Es wurde ein Video eingeblendet, wie ein anderer Moderator durch die Straßen von Lysandra ging und – scheinbar nach dem Zufallsprinzip – andere Engel befragte, wie sie zu der politischen Debatte stünden.

„Ich weiß nicht so recht", sagte eine junge Seraphima mit unsicherem Blick. Sie sah sich nach links und nach rechts um und fühlte sich sichtlich unwohl, als hätte sie Angst, etwas Falsches zu sagen oder sich zu blamieren. „Ich kenne mich mit der ganzen Geschichte zu wenig aus, aber ich denke, dass es vermutlich besser wäre, wenn die Menschen in Irdysia blieben. Ich meine, das gäbe weniger Konfliktpotenzial und sie haben ja genug Platz dort ..."

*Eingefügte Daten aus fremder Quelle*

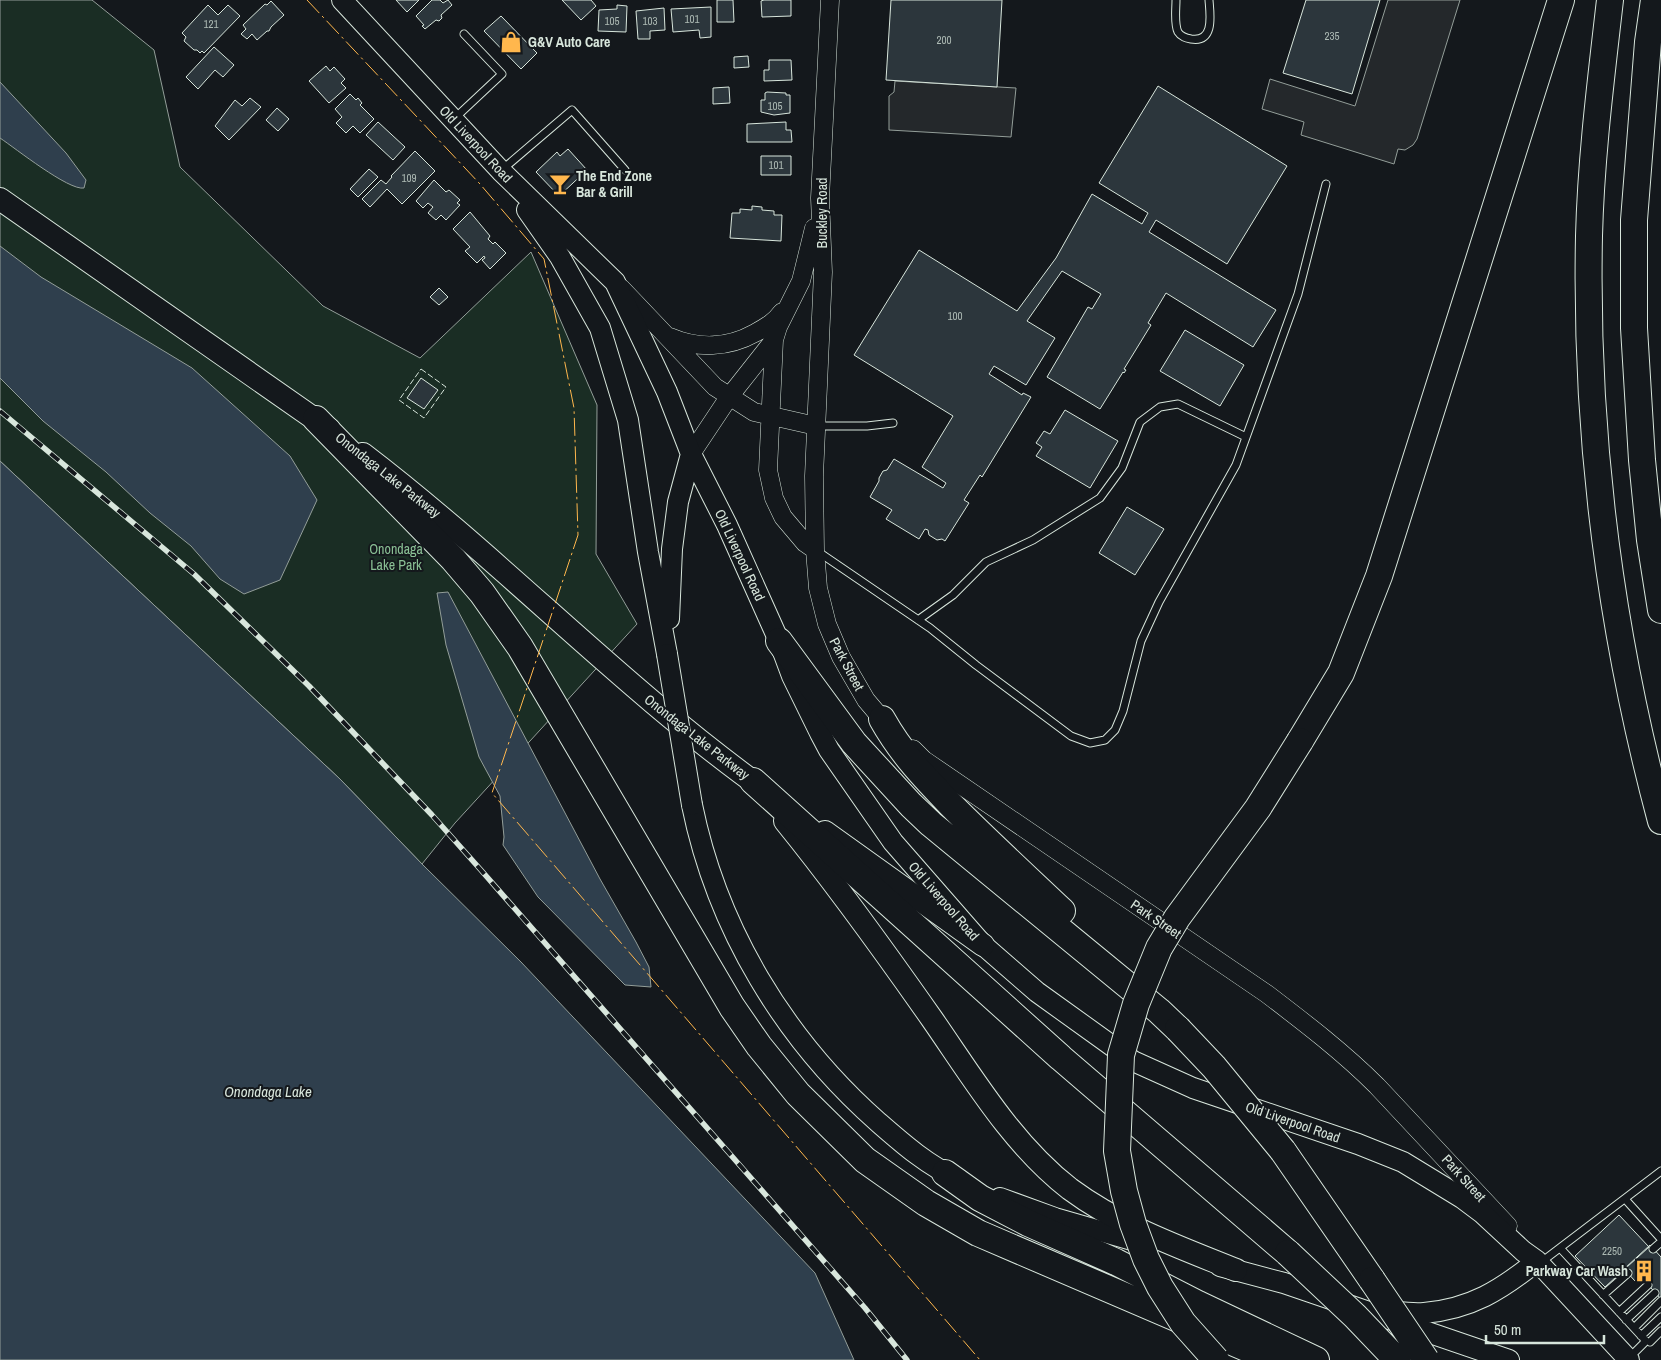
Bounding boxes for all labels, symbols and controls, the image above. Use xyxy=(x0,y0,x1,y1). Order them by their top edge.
house number: 101 xyxy=(684,12,700,26)
house number: 105 xyxy=(604,14,620,28)
house number: 103 xyxy=(642,14,658,28)
house number: 121 xyxy=(203,17,219,31)
shop icon: G&V Auto Care xyxy=(498,29,524,55)
house number: 235 xyxy=(1324,29,1340,43)
place label: G&V Auto Care xyxy=(528,33,611,51)
house number: 200 xyxy=(936,33,952,47)
house number: 105 xyxy=(767,99,783,113)
street label: Old Liverpool Road xyxy=(436,102,516,186)
house number: 101 xyxy=(768,158,784,172)
place label: The End Zone Bar & Grill xyxy=(576,167,652,201)
house number: 109 xyxy=(401,171,417,185)
bar icon: The End Zone Bar & Grill xyxy=(547,171,573,197)
street label: Buckley Road xyxy=(813,178,831,248)
house number: 100 xyxy=(947,309,963,323)
street label: Onondaga Lake Parkway xyxy=(332,428,445,522)
street label: Old Liverpool Road xyxy=(711,506,769,604)
park label: Onondaga Lake Park xyxy=(369,540,423,574)
street label: Park Street xyxy=(826,634,868,694)
street label: Onondaga Lake Parkway xyxy=(641,690,754,784)
street label: Old Liverpool Road xyxy=(905,858,983,944)
street label: Park Street xyxy=(1127,895,1185,943)
water label: Onondaga Lake xyxy=(224,1081,312,1102)
street label: Old Liverpool Road xyxy=(1243,1097,1343,1147)
street label: Park Street xyxy=(1438,1151,1490,1205)
house number: 2250 xyxy=(1602,1244,1622,1258)
building icon: Parkway Car Wash xyxy=(1631,1258,1657,1284)
place label: Parkway Car Wash xyxy=(1526,1262,1628,1280)
scale bar xyxy=(1486,1312,1604,1344)
text: 50 m xyxy=(1494,1319,1521,1340)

„Diese Kreaturen sind wie Tiere", sagte eine andere Seraphima, die ebenso jung und hübsch wirkte, jedoch älter war. Inzwischen konnte ich es an den Augen erkennen. Sie alterten zwar insgesamt kaum und sahen mit achthundert Jahren noch genauso frisch aus wie mit zwanzig, doch an den Augen konnte man es fast immer sehen. Je älter sie waren, desto abgeklärter war ihr Blick. „Sie sollten nicht nach Araboth kommen", fuhr sie fort. „Wir haben ja gesehen, was in den letzten Jahren geschehen ist. Mord und Totschlag gibt es, seit diese Leute hier sind, Unzufriedenheit, weniger Arbeit für uns."

Esko lachte auf. „Was für eine Farce", stieß er hervor. „Sie haben die Menschen doch überhaupt erst deswegen hergeholt, dass wir die Drecksarbeit für sie erledigen – und nun sind sie neidisch darauf?" Er schüttelte den Kopf.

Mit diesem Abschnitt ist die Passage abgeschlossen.